--- Study material ---
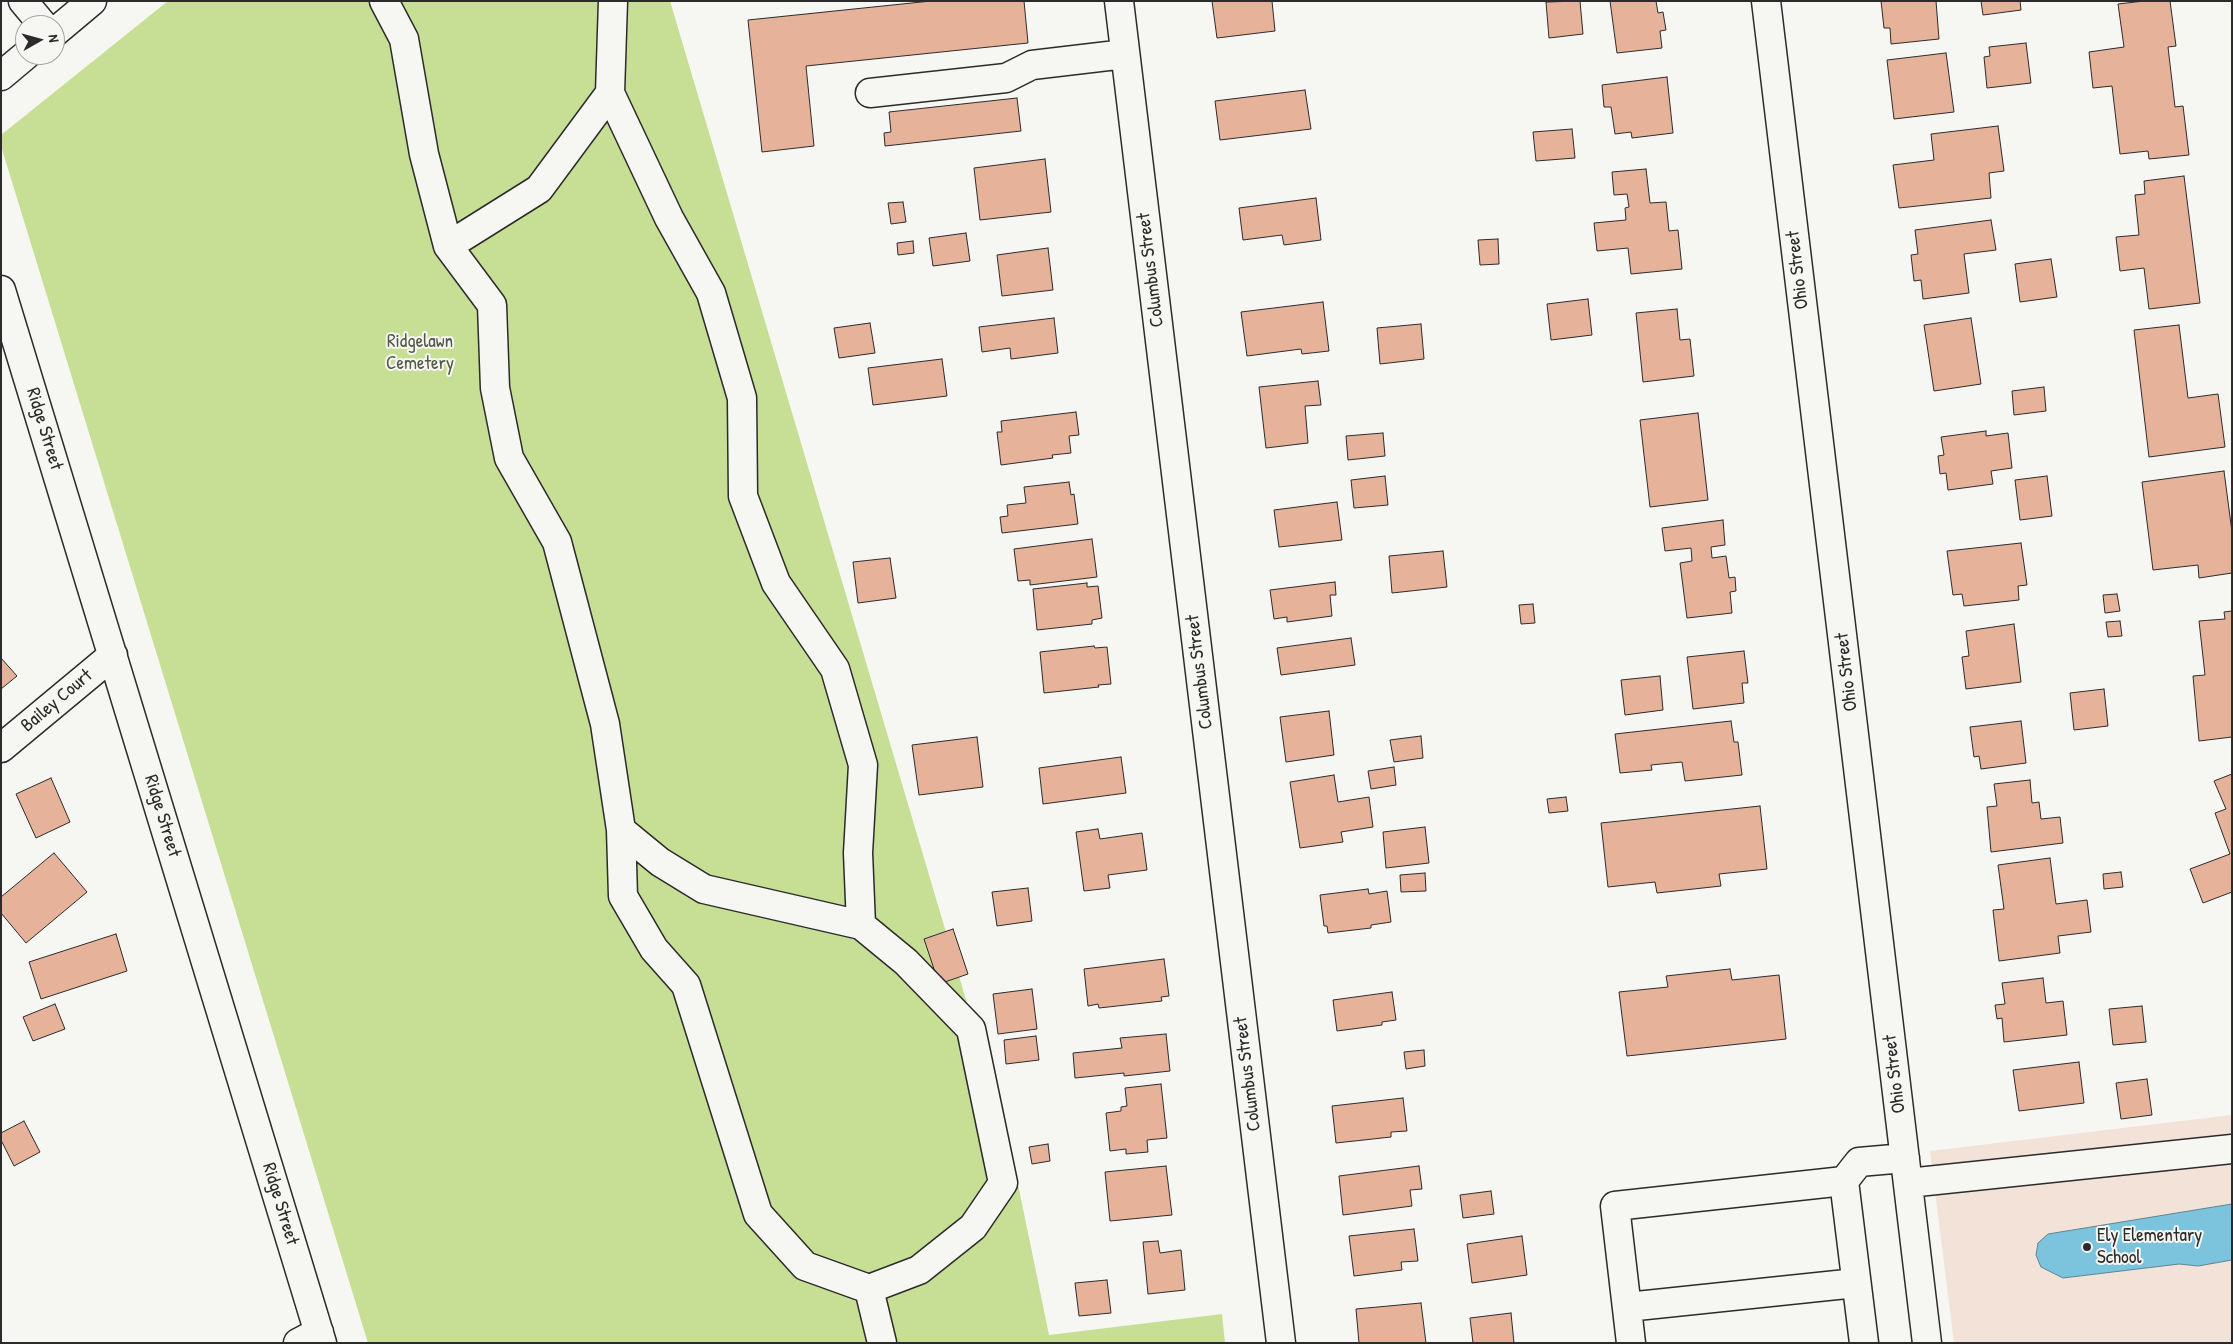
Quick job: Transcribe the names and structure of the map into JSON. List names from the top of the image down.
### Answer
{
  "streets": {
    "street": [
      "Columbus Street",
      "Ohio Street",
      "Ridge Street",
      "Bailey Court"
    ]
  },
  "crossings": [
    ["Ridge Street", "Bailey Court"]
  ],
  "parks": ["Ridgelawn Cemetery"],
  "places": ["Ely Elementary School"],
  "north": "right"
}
---
Aim of the exercise: Set down the records precisely as they appear. Any picture stays out.

Task answer:
Quick job: Transcribe the names and structure of the map into JSON. List names from the top of the image down.
### Answer
{
  "streets": {
    "street": [
      "Columbus Street",
      "Ohio Street",
      "Ridge Street",
      "Bailey Court"
    ]
  },
  "crossings": [
    ["Ridge Street", "Bailey Court"]
  ],
  "parks": ["Ridgelawn Cemetery"],
  "places": ["Ely Elementary School"],
  "north": "right"
}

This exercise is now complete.